The Washington Independent. “At The Barber’s Chair, in the small, quiet community of Accokeek at the far end of Prince George’s County, Md., the talk often turns to the foreclosure crisis. With locals constantly in and out, Leo Harrington, the owner, hears it all.”
“How people who bought homes once valued at $800,000 down the the road at upscale subdivisions like The Preserves or at the one- and two-acre homesites of St. James have friends and relatives living in their basements to help pay the mortgage.”
“‘A lot of people moved out here from the District because they wanted to be in the ‘burbs and raise their kids here,” said Harrington. ‘You find you can get a bigger house that’s in pretty close, and a yard. But there were all these predatory loans. That’s all it was. They didn’t realize how the loans worked because when folks are lying to you, you don’t know any better. Then, when they find out they are in trouble, they start to panic, and they end up losing their homes.’”
The Loudon Times from Virginia. “Loudoun in July saw a 54 percent increase in foreclosure filings from the same month in 2007, according to RealtyTrac. The county had the second highest rate of foreclosure filings in Virginia last month.”
“In July, according to a report by the Virginia Association of Realtors, the number of homes sold in Loudoun rose 7 percent during the second quarter of 2008 from the same period last year. The average sale price, however, was down 20 percent.”
“‘The sheer number of foreclosures continues to put downward pressure on prices,’ authors of the study wrote, ‘but they also bring new home buyers into the market.’”

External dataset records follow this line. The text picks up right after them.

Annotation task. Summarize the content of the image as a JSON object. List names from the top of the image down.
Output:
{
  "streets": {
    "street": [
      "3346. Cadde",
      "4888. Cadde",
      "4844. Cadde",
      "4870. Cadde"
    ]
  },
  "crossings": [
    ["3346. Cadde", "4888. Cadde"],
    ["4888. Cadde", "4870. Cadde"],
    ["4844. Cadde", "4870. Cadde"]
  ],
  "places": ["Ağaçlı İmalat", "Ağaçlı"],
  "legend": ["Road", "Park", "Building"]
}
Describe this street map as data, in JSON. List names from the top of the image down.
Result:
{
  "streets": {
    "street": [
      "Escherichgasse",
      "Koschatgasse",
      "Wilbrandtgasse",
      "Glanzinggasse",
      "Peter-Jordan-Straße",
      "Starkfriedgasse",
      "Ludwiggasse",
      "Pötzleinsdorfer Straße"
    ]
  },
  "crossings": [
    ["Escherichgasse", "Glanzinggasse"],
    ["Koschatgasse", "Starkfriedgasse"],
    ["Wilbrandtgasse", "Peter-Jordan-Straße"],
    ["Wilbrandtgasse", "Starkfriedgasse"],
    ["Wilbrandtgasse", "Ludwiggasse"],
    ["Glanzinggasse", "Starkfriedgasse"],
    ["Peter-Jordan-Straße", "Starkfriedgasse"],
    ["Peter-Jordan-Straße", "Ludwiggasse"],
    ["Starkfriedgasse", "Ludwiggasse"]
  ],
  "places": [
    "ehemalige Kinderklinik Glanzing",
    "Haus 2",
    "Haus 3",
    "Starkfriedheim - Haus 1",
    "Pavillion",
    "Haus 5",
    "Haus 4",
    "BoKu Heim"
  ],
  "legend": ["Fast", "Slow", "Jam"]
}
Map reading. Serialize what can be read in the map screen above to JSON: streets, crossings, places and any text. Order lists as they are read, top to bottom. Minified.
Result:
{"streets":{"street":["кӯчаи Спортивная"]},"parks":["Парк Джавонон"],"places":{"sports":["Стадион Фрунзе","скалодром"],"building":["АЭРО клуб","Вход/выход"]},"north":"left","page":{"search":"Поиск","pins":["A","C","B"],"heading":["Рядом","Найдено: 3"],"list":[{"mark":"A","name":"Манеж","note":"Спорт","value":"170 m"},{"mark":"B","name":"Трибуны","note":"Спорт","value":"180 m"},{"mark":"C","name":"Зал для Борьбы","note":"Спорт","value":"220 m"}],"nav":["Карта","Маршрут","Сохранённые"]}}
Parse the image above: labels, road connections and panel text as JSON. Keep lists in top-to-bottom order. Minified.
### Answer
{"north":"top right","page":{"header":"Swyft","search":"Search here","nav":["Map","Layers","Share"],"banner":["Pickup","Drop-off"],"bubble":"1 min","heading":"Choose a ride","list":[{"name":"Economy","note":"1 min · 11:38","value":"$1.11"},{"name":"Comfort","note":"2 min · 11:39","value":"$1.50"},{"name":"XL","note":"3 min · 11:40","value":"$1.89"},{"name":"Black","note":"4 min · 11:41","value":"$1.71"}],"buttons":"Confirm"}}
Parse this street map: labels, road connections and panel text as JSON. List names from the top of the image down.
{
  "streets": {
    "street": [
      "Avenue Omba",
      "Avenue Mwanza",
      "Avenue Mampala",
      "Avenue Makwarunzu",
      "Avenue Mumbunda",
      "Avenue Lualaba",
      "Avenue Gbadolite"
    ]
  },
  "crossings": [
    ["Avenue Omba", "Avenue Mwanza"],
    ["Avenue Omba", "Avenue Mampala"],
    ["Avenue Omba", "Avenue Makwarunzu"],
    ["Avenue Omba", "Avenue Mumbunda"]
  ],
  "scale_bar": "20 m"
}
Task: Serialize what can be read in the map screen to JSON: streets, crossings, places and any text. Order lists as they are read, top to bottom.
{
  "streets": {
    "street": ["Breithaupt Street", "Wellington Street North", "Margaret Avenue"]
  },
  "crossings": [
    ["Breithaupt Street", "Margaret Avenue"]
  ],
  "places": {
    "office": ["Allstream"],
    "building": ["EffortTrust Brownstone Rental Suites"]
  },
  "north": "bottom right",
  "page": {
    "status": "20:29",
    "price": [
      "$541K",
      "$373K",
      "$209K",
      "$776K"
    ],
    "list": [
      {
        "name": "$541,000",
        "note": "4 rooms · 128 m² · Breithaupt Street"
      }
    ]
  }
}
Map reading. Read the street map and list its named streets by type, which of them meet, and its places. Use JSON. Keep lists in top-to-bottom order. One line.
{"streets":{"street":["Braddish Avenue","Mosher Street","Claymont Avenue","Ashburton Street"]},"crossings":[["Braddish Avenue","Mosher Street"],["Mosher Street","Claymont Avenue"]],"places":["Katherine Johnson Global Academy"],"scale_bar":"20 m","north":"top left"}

The Times Dispatch from Virginia. “About 630 people, mostly from the Richmond area, are transferring with Wachovia Securities to St. Louis. Hundreds of extra houses have been put up for sale in an already slow real estate market, adding to inventory levels and pushing prices down.”
“‘We’re spoiled a little bit, because we haven’t had many corporations move out,’ said Bill White, ormer president of the Richmond Association of Realtors.”
“Houses for sale by Wachovia employees range from the $200,000s to more than $1 million, agents said. The company is aggressive about pricing and moving houses, sending relocation specialists to meet with homeowners and requiring price reductions periodically.”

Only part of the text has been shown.